The same post every time deserves the same reply.
Assuming you're sufficiently educated on the languages, (front end, back end, or full stack up to you) create a portfolio of your projects.
Then go to small businesses and professionals and say they have a shit website and cite some research about $x increase in sales from a better website for only $x/y. Don't ever do anything for free even if you are just starting off. Insist on your value add and go else where if they refuse.
Replace your portfolio with the better websites or work as you get better. Now fill in your resume with consulting experience for x months for the previous companies and professionals. Then network with other developers and ask them to try to get you in their company and also apply through standard routes everywhere. And I mean everywhere. You only need a few accepted applications even from shitty companies to leverage better offers. You probably won't get to Google or Amazon, but you can still get a comfy salary if you prove your expertise.

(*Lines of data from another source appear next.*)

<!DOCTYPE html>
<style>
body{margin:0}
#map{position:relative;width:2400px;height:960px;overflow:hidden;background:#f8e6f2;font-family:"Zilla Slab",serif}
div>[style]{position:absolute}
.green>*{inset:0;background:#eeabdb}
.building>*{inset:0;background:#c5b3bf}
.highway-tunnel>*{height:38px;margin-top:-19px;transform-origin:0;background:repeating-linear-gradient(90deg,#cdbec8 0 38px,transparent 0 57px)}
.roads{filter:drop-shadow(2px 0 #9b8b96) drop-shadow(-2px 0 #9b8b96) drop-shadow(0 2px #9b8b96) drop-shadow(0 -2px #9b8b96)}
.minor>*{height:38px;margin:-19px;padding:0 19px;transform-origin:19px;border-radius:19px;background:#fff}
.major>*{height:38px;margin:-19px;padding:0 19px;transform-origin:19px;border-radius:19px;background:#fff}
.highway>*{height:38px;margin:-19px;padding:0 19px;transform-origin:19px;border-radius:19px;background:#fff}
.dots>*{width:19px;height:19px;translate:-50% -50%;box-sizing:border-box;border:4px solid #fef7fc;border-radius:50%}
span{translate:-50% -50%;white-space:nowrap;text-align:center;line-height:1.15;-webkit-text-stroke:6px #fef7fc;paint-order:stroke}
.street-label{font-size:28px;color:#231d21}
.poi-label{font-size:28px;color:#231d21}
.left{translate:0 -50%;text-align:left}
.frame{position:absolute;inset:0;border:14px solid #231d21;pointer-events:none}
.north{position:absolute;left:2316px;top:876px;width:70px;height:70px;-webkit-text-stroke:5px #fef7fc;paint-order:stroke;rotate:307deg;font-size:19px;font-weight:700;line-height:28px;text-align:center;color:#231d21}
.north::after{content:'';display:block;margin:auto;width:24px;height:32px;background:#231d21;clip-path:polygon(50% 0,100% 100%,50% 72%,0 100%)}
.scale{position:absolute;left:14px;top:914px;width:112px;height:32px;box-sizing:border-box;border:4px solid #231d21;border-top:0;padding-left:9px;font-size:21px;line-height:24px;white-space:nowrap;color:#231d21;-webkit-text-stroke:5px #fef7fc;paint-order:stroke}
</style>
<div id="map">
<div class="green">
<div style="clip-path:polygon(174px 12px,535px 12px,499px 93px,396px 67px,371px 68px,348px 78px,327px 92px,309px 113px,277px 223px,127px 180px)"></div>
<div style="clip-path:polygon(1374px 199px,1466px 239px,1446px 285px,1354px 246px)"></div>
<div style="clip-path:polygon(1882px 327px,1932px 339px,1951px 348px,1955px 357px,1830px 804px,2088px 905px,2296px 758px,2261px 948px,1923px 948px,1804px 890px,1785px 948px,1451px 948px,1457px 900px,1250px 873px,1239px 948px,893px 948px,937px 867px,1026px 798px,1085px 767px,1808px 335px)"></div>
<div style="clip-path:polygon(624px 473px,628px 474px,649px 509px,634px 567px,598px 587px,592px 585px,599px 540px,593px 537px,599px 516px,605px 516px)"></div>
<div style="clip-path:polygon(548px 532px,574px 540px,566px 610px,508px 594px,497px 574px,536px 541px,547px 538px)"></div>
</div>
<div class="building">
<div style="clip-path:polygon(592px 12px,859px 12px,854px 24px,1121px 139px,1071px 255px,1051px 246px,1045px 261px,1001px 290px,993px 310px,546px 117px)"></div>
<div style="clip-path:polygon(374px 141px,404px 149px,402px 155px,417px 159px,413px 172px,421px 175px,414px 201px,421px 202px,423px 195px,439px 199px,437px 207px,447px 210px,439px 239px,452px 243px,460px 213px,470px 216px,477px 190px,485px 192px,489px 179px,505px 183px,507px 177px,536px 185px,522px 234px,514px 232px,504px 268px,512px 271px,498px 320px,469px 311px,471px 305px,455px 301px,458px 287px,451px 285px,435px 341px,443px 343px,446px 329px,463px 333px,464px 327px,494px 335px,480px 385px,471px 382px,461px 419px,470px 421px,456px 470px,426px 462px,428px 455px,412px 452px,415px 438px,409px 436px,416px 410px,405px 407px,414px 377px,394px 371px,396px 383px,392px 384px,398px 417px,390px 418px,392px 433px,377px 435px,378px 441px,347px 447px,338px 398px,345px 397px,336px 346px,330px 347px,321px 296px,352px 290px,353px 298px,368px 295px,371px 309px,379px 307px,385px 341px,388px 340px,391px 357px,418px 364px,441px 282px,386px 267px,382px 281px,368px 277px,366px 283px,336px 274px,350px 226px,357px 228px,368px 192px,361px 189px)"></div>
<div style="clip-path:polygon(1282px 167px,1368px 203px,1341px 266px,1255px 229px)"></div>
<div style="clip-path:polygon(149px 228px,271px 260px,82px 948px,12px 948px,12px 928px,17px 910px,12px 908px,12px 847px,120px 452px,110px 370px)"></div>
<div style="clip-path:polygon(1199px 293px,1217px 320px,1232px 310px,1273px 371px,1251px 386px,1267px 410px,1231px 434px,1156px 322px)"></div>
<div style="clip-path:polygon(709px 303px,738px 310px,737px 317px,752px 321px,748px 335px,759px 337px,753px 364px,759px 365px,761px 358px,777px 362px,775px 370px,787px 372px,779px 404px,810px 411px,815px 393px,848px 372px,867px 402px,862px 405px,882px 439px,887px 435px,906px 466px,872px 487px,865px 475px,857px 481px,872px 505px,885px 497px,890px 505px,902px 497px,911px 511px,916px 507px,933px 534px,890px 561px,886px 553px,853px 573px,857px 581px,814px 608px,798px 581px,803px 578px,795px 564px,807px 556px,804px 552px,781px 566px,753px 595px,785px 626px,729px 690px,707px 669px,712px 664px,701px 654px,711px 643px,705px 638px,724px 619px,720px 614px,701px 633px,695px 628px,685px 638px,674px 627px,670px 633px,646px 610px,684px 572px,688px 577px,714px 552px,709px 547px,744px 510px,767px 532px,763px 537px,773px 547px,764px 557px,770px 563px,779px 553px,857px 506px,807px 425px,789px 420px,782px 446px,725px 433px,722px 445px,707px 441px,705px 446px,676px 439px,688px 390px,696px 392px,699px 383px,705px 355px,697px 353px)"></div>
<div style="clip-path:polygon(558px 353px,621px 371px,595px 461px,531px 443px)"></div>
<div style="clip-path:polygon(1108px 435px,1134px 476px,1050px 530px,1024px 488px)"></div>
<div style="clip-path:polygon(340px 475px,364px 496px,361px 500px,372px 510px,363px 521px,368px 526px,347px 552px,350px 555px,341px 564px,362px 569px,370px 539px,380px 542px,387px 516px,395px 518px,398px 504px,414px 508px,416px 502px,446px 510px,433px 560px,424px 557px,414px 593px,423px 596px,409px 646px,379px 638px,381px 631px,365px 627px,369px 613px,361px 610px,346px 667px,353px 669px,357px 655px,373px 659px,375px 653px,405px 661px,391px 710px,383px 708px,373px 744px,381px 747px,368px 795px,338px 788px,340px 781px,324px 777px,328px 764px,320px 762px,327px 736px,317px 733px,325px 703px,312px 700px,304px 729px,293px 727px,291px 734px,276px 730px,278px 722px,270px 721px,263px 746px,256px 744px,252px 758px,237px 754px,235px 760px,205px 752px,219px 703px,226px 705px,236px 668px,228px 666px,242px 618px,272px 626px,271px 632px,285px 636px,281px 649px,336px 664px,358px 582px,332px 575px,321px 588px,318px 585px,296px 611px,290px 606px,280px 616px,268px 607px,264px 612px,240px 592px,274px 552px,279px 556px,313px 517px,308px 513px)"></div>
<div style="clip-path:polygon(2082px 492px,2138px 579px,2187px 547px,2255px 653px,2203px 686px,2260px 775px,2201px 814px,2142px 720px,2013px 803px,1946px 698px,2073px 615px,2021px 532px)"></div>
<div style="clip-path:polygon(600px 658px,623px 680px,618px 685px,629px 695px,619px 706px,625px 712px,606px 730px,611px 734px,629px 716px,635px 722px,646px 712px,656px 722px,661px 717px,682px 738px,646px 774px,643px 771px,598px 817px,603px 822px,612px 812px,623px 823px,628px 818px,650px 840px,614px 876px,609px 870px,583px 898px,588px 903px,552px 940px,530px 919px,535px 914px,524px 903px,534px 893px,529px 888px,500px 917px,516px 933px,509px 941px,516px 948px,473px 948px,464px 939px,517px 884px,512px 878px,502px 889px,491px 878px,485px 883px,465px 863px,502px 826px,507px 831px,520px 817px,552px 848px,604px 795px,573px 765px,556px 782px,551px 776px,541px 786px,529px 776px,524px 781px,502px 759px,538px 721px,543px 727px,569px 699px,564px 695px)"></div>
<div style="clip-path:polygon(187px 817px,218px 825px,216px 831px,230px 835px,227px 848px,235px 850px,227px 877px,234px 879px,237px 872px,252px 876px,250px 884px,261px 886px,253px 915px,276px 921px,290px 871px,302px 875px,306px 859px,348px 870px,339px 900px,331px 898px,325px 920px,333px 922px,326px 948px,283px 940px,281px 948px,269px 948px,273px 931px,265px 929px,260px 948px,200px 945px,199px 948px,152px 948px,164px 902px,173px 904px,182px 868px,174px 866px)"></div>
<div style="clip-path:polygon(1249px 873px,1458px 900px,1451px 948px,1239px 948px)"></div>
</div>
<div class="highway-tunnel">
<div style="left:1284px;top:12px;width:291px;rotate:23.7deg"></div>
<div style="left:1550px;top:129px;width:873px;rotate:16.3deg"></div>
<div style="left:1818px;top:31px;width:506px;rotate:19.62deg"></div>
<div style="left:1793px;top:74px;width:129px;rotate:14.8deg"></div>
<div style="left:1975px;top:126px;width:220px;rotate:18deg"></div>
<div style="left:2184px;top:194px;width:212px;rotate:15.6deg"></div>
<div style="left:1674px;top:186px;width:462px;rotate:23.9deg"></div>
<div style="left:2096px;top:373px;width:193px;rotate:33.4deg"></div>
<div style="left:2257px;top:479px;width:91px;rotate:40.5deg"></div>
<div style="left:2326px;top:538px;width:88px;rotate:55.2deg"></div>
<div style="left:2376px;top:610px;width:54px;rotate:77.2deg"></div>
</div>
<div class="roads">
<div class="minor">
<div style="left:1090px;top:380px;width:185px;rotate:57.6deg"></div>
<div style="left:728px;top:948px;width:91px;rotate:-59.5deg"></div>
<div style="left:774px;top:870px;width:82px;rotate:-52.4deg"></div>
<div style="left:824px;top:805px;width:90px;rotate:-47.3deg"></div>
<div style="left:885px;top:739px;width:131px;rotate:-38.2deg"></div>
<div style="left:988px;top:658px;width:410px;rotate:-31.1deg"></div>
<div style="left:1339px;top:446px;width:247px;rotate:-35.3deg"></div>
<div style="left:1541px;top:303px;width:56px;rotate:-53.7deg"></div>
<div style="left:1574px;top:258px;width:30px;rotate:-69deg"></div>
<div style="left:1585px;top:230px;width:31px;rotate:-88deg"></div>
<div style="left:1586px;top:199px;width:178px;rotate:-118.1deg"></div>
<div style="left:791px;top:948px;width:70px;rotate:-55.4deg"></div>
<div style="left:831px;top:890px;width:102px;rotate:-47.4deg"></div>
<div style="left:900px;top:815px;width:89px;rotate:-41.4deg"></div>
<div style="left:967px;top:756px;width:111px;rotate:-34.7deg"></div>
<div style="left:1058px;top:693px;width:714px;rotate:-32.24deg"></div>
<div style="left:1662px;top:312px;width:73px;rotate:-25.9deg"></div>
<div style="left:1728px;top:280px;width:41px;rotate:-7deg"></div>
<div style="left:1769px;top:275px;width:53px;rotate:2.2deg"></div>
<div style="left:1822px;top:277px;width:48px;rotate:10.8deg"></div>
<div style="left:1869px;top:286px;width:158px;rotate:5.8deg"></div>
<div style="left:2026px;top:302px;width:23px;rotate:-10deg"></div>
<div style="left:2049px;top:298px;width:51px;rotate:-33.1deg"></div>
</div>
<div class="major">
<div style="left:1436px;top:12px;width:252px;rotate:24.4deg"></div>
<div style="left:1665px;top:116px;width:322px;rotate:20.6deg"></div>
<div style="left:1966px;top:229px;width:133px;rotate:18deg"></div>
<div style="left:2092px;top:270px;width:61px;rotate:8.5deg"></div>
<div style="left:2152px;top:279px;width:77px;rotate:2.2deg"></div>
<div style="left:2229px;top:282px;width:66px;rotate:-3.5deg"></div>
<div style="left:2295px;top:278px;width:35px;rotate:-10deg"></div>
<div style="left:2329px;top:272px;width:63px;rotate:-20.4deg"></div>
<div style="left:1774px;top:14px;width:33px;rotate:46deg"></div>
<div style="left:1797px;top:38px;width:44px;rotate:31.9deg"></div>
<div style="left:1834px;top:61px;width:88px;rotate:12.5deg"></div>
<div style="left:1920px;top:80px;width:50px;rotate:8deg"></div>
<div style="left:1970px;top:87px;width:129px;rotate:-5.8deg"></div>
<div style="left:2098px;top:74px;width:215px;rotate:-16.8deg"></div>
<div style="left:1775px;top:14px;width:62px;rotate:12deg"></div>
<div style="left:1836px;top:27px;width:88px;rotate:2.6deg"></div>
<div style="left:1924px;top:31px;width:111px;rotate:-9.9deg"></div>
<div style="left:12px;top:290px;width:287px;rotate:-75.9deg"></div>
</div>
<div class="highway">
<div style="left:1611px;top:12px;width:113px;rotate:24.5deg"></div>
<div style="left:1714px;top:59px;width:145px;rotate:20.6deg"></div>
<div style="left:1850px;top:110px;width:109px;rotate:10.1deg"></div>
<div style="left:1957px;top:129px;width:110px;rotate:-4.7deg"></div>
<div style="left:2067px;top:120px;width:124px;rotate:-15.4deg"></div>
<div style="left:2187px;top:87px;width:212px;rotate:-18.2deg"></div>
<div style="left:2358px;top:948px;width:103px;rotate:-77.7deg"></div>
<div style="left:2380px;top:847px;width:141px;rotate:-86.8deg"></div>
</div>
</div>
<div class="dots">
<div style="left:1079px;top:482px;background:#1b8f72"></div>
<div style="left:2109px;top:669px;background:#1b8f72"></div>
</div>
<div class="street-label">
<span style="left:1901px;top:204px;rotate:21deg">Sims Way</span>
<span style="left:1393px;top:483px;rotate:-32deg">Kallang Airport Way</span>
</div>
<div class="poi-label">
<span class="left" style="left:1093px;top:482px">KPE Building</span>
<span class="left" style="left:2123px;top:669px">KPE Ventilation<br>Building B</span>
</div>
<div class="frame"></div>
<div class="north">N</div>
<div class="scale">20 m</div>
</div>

Look, you need to make it through the CompSci program. Two big reasons:
1. The dummies in HR aren't even going to look at a resume without a degree and tons of buzzwords. It doesn't matter how good you are or how relevant it is to the job, they're just ticking off boxes.
2. Assuming you really want to be a decent developer, you have to know backend technologies. You'll have to interact with Java/C#/PHP and a database (SQL) on almost any project. As a new hire, you don't have the luxury of faking and failing than an established, but equally incompetent, dev would.
>Right now I'm a freshman in college studying computer science and I really am not enjoying all the shit I have to do to get a degree
Then you probably should not go into it.
By the time I entered college, I admire the great programmers I knew. Some of them were extremely financially successful. I wanted tobe like them and did what I needed to learn like them.
The toy classroom problems you work on are easy. Real world APIs are more frustrating. Consider if you made the right choice.
The web/ app bubble is one of the sectors of the economy that is imminently popping right now. I would strongly recommend to GTFO of CS ASAP and go into something less saturated and vulnerable to downturns like nursing or medicine.